Assigned task: Find the line containing "Annotation task. Extract". Reproduce it and every line after it up to the end of the records, exactly as written.

Collected data entries:
================================
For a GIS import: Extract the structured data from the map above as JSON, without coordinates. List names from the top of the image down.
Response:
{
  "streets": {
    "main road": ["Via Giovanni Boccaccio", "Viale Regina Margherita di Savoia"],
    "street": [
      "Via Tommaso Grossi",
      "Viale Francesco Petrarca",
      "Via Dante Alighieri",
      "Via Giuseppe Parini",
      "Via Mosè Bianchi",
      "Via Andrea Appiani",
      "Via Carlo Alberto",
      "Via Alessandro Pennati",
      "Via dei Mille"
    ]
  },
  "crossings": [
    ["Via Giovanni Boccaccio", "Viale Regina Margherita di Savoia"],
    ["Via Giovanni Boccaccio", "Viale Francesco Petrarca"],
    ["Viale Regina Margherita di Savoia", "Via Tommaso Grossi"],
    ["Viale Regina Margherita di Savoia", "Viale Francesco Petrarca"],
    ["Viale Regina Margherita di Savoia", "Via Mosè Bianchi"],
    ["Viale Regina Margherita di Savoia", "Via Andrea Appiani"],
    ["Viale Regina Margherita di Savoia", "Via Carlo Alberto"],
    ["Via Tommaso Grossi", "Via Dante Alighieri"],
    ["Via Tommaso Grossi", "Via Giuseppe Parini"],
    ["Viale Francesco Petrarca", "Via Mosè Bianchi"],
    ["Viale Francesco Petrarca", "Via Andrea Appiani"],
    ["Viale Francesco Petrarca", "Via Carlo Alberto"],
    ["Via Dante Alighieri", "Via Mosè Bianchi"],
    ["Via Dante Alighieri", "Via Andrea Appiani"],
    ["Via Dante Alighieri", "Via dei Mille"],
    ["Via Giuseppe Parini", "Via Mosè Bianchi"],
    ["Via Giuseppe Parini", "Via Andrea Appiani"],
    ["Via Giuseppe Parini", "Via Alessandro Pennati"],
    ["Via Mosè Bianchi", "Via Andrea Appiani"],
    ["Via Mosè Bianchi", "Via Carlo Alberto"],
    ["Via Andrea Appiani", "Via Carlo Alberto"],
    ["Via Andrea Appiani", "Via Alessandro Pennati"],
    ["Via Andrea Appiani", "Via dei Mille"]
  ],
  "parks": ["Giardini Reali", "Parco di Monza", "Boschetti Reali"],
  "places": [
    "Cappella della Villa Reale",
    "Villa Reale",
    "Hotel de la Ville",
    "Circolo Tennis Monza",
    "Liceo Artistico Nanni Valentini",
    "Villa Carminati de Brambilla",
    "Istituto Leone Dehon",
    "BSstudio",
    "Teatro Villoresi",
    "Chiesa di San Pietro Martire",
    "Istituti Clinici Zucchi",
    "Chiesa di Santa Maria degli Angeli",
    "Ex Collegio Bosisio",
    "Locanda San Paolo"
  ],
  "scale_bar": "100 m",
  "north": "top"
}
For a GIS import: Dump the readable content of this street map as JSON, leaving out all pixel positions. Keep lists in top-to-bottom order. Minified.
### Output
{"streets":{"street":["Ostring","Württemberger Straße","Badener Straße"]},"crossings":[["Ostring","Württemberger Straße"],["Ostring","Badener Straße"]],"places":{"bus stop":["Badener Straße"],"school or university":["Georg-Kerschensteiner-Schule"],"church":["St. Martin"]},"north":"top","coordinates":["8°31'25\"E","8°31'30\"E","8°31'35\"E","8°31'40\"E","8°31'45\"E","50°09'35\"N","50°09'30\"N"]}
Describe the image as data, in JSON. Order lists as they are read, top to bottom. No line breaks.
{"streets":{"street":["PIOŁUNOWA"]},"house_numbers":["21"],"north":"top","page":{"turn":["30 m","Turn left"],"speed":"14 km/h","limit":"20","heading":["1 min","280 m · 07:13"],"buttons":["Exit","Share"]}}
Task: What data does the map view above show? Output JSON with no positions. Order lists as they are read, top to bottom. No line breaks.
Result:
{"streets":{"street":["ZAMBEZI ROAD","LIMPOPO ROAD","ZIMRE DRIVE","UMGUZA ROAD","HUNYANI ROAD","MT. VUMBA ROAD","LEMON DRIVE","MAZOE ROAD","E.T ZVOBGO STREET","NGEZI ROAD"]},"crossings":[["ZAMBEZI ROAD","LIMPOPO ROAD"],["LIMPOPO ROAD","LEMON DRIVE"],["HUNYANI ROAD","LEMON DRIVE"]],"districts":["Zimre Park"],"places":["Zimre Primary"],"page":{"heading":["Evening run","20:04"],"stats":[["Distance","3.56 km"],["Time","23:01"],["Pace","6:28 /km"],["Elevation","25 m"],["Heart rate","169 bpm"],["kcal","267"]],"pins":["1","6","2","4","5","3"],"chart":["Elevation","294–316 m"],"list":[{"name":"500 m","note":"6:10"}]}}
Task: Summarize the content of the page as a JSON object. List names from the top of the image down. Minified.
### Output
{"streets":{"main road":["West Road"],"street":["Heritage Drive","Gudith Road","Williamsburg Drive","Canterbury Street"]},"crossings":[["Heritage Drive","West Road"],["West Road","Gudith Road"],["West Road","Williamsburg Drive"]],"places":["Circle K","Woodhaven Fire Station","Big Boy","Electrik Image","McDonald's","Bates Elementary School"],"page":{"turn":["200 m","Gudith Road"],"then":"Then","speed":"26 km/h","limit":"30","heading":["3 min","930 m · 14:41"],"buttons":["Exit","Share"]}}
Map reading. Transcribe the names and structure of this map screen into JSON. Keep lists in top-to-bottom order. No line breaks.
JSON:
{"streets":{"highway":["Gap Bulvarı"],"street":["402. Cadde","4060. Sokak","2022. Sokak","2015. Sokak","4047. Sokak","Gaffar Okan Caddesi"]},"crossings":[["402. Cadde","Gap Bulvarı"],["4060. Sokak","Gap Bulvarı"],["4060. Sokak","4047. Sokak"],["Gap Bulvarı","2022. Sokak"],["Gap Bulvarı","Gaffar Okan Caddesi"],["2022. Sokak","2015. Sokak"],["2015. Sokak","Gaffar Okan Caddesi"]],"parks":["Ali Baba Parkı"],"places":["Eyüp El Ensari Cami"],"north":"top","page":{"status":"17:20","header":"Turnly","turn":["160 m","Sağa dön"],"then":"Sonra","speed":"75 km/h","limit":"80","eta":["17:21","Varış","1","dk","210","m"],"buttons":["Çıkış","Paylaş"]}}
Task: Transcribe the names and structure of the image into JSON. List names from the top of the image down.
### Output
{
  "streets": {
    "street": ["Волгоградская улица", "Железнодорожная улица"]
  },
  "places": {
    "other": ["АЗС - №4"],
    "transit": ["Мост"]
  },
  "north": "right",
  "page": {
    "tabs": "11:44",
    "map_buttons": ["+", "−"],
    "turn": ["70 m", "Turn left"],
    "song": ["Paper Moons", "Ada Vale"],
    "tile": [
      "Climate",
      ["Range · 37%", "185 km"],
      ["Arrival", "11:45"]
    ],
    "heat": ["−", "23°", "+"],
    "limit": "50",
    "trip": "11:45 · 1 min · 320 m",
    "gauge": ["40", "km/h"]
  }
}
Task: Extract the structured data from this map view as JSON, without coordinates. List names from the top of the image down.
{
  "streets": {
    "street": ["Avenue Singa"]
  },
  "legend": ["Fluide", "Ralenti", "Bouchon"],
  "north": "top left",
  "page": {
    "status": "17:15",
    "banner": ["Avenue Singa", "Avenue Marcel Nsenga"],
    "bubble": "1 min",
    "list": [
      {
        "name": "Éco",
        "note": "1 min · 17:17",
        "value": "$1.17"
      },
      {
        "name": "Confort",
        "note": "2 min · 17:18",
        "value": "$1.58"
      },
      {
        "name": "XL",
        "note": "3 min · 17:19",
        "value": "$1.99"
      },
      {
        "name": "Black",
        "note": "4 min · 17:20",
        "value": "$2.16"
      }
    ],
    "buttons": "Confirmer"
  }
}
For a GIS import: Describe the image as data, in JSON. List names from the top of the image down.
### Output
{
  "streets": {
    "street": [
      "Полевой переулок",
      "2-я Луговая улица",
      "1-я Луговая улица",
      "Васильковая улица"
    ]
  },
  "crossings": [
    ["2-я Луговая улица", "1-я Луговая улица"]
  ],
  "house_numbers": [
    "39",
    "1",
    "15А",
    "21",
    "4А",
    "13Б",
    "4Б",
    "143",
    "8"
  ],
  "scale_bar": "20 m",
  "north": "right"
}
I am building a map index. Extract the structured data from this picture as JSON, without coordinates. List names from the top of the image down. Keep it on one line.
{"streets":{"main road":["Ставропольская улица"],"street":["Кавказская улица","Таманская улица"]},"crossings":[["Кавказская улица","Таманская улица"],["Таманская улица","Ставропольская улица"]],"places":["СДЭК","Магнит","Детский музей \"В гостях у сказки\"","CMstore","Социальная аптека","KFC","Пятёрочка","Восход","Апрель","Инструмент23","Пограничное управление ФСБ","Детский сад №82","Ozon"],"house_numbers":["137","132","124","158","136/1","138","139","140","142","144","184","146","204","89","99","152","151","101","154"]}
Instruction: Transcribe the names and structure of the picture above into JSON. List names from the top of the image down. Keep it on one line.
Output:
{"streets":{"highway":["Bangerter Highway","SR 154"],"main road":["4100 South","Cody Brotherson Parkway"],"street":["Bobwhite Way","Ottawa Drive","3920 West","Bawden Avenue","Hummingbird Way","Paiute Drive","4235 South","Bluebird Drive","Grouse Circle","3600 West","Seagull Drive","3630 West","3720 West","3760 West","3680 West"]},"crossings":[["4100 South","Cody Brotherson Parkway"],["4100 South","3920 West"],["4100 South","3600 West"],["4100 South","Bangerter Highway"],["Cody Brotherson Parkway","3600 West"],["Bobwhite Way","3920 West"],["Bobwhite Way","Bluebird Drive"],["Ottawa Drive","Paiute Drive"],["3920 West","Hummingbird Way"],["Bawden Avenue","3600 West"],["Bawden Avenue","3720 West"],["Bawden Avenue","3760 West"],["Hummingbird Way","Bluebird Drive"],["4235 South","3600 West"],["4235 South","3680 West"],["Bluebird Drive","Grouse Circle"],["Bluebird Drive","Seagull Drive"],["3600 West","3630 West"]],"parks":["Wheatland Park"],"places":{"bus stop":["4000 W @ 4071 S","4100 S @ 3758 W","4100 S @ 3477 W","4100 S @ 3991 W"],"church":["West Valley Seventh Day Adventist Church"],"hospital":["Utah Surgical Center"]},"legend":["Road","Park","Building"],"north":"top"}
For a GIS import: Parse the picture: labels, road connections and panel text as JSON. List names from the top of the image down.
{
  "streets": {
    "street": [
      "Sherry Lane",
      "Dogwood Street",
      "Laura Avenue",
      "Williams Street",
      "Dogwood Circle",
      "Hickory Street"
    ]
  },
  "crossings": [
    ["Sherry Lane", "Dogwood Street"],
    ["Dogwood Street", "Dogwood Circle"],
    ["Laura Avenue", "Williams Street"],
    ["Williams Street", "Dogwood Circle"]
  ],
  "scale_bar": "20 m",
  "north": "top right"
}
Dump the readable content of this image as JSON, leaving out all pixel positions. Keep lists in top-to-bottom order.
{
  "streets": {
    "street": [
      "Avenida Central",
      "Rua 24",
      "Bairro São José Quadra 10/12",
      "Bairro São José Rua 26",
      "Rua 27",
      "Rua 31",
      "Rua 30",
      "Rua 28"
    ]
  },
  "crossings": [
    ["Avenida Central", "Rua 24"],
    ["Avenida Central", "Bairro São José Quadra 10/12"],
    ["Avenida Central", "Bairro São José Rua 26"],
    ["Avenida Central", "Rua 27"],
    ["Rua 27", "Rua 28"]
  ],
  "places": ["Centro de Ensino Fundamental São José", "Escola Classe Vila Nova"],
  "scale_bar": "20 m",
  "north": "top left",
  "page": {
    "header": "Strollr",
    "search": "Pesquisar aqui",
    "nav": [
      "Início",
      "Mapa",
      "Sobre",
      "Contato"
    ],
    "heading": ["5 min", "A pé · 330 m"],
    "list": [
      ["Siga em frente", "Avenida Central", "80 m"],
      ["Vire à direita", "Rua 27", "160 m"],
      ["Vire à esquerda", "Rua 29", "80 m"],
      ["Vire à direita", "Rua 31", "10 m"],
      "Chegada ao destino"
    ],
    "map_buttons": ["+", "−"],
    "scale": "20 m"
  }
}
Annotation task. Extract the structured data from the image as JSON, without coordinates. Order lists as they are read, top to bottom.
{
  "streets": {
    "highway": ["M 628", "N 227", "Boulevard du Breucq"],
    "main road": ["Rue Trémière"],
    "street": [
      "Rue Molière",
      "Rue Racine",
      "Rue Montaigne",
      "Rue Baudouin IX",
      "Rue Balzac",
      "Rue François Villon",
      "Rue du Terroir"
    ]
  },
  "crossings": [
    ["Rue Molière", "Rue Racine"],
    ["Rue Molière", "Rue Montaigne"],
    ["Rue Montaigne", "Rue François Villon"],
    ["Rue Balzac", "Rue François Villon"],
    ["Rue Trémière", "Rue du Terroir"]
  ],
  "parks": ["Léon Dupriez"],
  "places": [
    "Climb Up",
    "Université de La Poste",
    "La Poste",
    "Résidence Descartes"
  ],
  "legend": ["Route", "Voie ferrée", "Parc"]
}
================================
Task result:
Annotation task. Extract the structured data from the image as JSON, without coordinates. Order lists as they are read, top to bottom.
{
  "streets": {
    "highway": ["M 628", "N 227", "Boulevard du Breucq"],
    "main road": ["Rue Trémière"],
    "street": [
      "Rue Molière",
      "Rue Racine",
      "Rue Montaigne",
      "Rue Baudouin IX",
      "Rue Balzac",
      "Rue François Villon",
      "Rue du Terroir"
    ]
  },
  "crossings": [
    ["Rue Molière", "Rue Racine"],
    ["Rue Molière", "Rue Montaigne"],
    ["Rue Montaigne", "Rue François Villon"],
    ["Rue Balzac", "Rue François Villon"],
    ["Rue Trémière", "Rue du Terroir"]
  ],
  "parks": ["Léon Dupriez"],
  "places": [
    "Climb Up",
    "Université de La Poste",
    "La Poste",
    "Résidence Descartes"
  ],
  "legend": ["Route", "Voie ferrée", "Parc"]
}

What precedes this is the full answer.